• _Exercise goal_: Once the line containing "height:10px; margin:-5px; padding:0" is found in the entries below, restate it and each following line word for word, stopping after the line containing "position:absolute; left:752px; top:765px;".

--- --- ---

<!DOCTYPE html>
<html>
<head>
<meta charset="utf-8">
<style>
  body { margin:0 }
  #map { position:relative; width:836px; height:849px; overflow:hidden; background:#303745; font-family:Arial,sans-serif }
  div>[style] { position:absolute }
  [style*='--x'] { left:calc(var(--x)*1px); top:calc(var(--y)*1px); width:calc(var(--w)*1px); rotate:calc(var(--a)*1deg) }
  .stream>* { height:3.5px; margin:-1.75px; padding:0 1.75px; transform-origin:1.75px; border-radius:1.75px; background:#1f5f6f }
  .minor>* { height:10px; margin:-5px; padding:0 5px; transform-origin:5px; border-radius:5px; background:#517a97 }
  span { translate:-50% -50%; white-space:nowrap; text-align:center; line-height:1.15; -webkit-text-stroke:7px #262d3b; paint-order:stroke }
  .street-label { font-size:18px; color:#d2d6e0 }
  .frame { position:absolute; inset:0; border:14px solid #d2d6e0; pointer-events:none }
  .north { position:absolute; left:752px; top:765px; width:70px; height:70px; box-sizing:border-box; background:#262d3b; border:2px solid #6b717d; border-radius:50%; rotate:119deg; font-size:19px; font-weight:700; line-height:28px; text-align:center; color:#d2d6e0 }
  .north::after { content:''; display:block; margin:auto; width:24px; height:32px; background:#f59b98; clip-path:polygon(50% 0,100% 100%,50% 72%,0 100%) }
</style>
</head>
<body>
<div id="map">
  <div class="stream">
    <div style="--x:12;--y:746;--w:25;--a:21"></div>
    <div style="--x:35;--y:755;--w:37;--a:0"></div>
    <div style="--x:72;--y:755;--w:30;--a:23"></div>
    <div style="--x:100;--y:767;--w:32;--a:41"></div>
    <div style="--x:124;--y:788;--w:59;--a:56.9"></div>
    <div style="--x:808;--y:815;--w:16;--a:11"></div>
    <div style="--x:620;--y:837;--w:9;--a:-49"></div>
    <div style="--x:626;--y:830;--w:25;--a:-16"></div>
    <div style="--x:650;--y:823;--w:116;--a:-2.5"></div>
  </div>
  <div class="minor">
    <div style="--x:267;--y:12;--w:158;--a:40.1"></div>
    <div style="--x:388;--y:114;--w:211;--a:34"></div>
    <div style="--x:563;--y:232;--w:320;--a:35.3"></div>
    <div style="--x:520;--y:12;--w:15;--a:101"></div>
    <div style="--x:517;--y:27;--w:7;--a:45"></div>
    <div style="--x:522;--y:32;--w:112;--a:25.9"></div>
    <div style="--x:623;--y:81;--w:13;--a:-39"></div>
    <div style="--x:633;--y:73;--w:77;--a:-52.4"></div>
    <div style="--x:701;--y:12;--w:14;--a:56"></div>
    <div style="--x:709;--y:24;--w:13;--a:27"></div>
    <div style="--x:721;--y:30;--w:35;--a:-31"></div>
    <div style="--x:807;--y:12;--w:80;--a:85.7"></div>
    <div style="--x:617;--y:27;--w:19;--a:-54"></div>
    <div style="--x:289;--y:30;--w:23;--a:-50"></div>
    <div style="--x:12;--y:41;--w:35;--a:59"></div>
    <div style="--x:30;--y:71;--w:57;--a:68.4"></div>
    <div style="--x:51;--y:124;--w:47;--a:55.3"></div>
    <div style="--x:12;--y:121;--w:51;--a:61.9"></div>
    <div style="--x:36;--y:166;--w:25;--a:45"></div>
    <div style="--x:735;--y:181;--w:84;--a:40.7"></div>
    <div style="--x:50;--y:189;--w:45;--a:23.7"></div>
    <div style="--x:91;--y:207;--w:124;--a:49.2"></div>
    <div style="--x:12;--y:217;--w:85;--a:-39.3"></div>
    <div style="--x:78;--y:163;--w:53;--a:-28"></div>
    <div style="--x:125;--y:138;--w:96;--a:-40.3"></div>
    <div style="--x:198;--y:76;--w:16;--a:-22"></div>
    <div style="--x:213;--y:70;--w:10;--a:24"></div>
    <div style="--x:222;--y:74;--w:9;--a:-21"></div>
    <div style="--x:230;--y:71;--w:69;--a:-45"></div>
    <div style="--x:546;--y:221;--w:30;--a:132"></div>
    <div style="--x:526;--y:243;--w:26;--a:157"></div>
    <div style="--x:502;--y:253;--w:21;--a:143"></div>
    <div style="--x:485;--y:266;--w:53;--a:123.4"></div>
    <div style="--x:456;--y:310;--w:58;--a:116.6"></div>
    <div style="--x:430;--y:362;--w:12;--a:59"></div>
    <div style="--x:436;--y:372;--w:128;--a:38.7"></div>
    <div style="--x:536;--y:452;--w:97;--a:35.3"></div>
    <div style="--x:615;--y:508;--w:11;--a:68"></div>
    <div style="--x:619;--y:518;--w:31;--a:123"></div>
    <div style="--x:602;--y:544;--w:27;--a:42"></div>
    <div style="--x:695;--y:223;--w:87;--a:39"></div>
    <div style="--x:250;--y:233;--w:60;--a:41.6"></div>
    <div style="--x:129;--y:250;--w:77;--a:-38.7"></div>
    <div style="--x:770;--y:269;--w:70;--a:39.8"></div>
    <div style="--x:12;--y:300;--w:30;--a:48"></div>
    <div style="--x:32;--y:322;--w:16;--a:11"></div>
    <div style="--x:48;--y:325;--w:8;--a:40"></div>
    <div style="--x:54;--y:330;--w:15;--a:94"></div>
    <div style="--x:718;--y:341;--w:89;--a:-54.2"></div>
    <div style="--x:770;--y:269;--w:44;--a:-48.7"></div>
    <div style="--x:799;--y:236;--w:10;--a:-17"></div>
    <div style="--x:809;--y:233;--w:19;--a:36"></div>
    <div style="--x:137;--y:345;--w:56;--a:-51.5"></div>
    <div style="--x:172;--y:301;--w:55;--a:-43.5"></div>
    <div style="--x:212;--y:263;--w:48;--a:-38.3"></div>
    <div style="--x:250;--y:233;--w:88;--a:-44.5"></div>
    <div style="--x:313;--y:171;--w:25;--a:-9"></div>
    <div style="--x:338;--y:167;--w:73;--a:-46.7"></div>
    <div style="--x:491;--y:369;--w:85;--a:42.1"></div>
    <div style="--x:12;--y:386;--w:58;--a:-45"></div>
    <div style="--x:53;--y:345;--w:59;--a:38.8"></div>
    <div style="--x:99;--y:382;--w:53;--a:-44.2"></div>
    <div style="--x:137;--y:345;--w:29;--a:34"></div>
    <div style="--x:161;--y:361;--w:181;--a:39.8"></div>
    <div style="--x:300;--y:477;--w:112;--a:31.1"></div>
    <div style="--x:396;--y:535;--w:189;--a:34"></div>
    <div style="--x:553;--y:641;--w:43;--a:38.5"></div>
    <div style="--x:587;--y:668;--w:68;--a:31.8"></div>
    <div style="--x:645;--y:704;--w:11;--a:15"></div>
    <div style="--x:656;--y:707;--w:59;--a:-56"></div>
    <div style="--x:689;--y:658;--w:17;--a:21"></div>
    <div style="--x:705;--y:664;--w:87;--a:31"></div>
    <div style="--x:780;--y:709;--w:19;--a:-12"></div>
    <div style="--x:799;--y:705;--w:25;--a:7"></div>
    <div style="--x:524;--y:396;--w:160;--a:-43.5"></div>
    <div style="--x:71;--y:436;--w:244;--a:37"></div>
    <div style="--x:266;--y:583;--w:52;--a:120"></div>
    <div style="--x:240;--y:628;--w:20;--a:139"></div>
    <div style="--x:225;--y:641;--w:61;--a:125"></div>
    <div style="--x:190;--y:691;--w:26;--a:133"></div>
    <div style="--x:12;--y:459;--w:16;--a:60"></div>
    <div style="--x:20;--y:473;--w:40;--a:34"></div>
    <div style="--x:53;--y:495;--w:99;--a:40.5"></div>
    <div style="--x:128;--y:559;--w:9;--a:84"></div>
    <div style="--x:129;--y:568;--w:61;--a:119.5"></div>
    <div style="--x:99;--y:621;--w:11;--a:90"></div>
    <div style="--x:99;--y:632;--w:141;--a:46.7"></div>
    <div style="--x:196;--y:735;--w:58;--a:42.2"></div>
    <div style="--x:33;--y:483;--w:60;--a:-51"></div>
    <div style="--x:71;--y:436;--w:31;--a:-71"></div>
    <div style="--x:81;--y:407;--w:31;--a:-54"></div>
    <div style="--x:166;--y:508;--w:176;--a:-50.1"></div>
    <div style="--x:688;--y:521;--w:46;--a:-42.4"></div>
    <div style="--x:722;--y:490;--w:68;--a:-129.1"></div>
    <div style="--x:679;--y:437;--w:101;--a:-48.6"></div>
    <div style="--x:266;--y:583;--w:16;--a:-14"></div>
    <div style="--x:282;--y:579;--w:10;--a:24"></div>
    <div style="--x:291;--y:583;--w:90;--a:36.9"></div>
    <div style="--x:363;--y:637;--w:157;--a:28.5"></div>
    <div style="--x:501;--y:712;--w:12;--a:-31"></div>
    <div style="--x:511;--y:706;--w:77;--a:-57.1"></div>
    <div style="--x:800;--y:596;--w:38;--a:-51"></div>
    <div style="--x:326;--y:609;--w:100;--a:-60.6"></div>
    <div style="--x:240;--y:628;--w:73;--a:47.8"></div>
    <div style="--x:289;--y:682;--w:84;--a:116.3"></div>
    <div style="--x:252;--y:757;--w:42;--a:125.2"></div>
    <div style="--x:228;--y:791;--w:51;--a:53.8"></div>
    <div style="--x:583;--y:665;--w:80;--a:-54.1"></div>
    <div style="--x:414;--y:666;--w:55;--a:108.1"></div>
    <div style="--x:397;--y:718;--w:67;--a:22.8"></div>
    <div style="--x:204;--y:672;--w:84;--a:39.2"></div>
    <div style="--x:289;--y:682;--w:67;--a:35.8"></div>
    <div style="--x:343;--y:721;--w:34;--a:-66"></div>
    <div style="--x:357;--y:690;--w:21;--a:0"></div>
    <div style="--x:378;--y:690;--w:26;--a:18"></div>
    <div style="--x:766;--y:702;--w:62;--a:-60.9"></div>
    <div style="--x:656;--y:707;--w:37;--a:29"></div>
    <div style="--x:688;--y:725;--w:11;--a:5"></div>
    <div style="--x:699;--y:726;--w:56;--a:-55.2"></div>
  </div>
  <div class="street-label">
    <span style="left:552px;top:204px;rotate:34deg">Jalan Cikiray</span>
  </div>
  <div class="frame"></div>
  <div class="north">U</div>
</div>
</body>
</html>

--- --- ---

• _Answer to the exercise_:
  .minor>* { height:10px; margin:-5px; padding:0 5px; transform-origin:5px; border-radius:5px; background:#517a97 }
  span { translate:-50% -50%; white-space:nowrap; text-align:center; line-height:1.15; -webkit-text-stroke:7px #262d3b; paint-order:stroke }
  .street-label { font-size:18px; color:#d2d6e0 }
  .frame { position:absolute; inset:0; border:14px solid #d2d6e0; pointer-events:none }
  .north { position:absolute; left:752px; top:765px; width:70px; height:70px; box-sizing:border-box; background:#262d3b; border:2px solid #6b717d; border-radius:50%; rotate:119deg; font-size:19px; font-weight:700; line-height:28px; text-align:center; color:#d2d6e0 }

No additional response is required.